都会の外れにある廃墟のような場所、地元の人が近寄らない心霊スポットがあった。それは、長年使われていない古いトンネルだ。このトンネルには、戦後すぐに閉鎖され、誰もその理由を知らないまま放置されているという話が残っていた。都市伝説によると、トンネルの中で何かが「帰ってこない」らしい。
ある日、友人グループの一人が「本当に帰ってこないのか確かめよう」と言い出し、四人でそのトンネルに向かうことになった。夜の肝試しには最適だと、誰もが笑い飛ばしながら車に乗り込んだ。
トンネルは細く、周囲には木々が鬱蒼と茂っている。車のヘッドライトがぼんやりとトンネルの入り口を照らし出した。入口は鉄の門で封鎖されていたが、古く錆びついており、簡単に開いた。
「ここだよ」と、一番前を歩くリーダー格の友人が言った。彼は大胆にトンネルの奥へと進んでいった。他の三人もついていくが、足元の湿った音と風の音が妙に耳に響く。

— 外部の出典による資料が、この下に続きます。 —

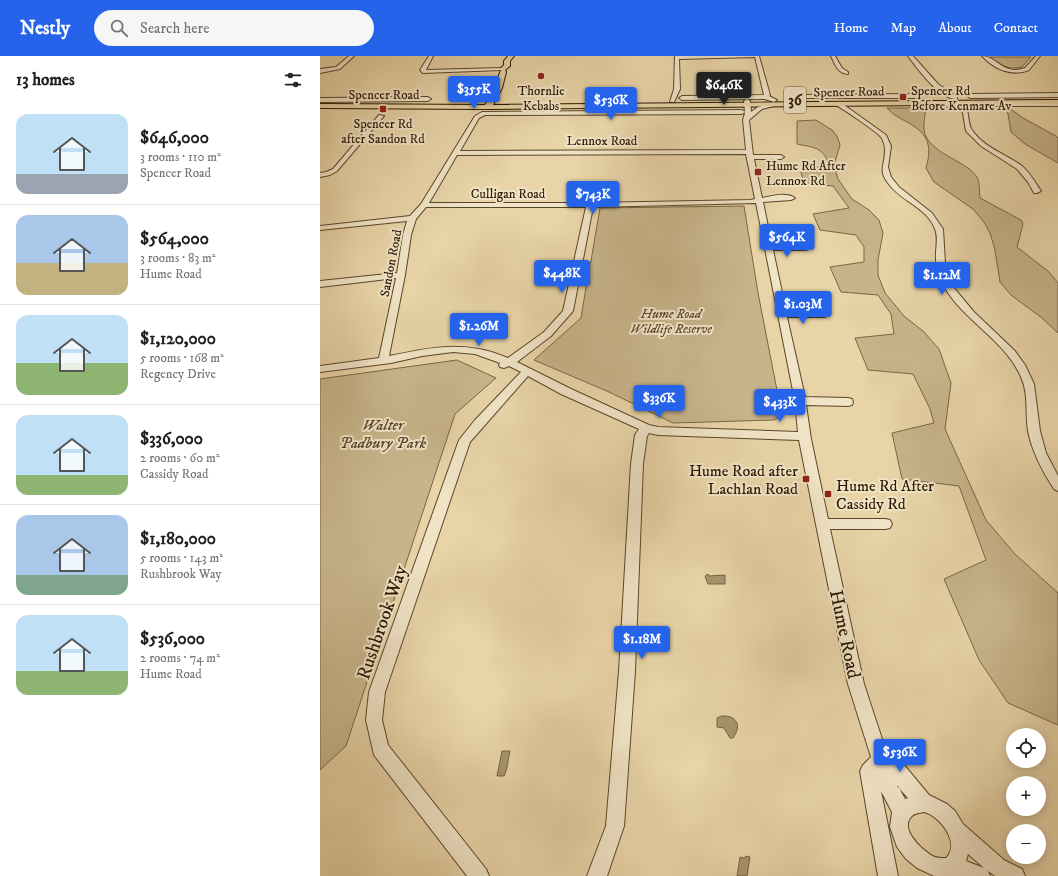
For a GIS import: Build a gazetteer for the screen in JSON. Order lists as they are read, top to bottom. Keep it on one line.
{"streets":{"main road":["Spencer Road","36"],"street":["Lennox Road","Culligan Road","Sandon Road","Rushbrook Way","Hume Road"]},"crossings":[["Spencer Road","Sandon Road"],["Spencer Road","Hume Road"],["Lennox Road","Sandon Road"],["Lennox Road","Hume Road"],["Culligan Road","Sandon Road"],["Culligan Road","Hume Road"]],"parks":["Hume Road Wildlife Reserve","Walter Padbury Park"],"places":{"other":["Thornlie Kebabs"],"transit":["Spencer Rd Before Kenmare Av","Spencer Rd after Sandon Rd","Hume Rd After Lennox Rd","Hume Road after Lachlan Road","Hume Rd After Cassidy Rd"]},"page":{"header":"Nestly","search":"Search here","nav":["Home","Map","About","Contact"],"heading":"13 homes","price":["$646K","$355K","$536K","$743K","$564K","$448K","$1.12M","$1.03M","$1.26M","$336K","$433K","$1.18M","$536K"],"list":[{"name":"$646,000","note":"3 rooms · 110 m² · Spencer Road"},{"name":"$564,000","note":"3 rooms · 83 m² · Hume Road"},{"name":"$1,120,000","note":"5 rooms · 168 m² · Regency Drive"},{"name":"$336,000","note":"2 rooms · 60 m² · Cassidy Road"},{"name":"$1,180,000","note":"5 rooms · 143 m² · Rushbrook Way"},{"name":"$536,000","note":"2 rooms · 74 m² · Hume Road"}],"map_buttons":["+","−"]}}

トンネルの中は異常に静かだった。足音がこだまするだけで、誰も言葉を発することができなかった。不意に、誰かが振り返ってみると、さっきまであったトンネルの入り口が見えなくなっていた。
「おかしい、こんなに奥まで歩いてないはずだ」一人が言ったが、リーダーは構わず歩き続ける。「奥まで行こう、そしたら帰れるよ」と、リーダーは前を向いたまま答えた。
しかし、そのリーダーの歩き方に違和感を覚えた。肩が奇妙に引きつり、足取りが重く、不自然だ。後ろにいたメンバーが声をかけようとした瞬間、トンネルの奥から何かが見えた。それは…人影のようなものがこちらをじっと見ている。動かない。
「何だ、あれ?」一人が指を差した瞬間、リーダーは突然立ち止まり、振り返った。
「……帰ろうか」と、リーダーの声が、いつもより妙に低かった。顔も、さっきまでとは違うように見えた。誰もがぞっとして、一斉に背筋が凍った。目の前にいるのは本当にリーダーなのか? そう思った途端、トンネルの出口がまた見えた。
急いで走り出し、全員が外に飛び出すと、そこでようやく安堵の息をついた。しかし、気づくとリーダーだけがいなかった。
「どこ行った?」誰かが振り返ると、トンネルの奥からリーダーが一歩一歩こちらに向かってくるのが見えた。しかし、その顔には笑顔がなかった。そして、彼の口が不自然に動いていた。「……もう、帰ってこれないよ。」
その後、彼は誰も知らない街外れの病院で発見されたが、それからというもの、一言も口をきかなくなった。あのトンネルには、彼の何かがまだ残っているのかもしれない。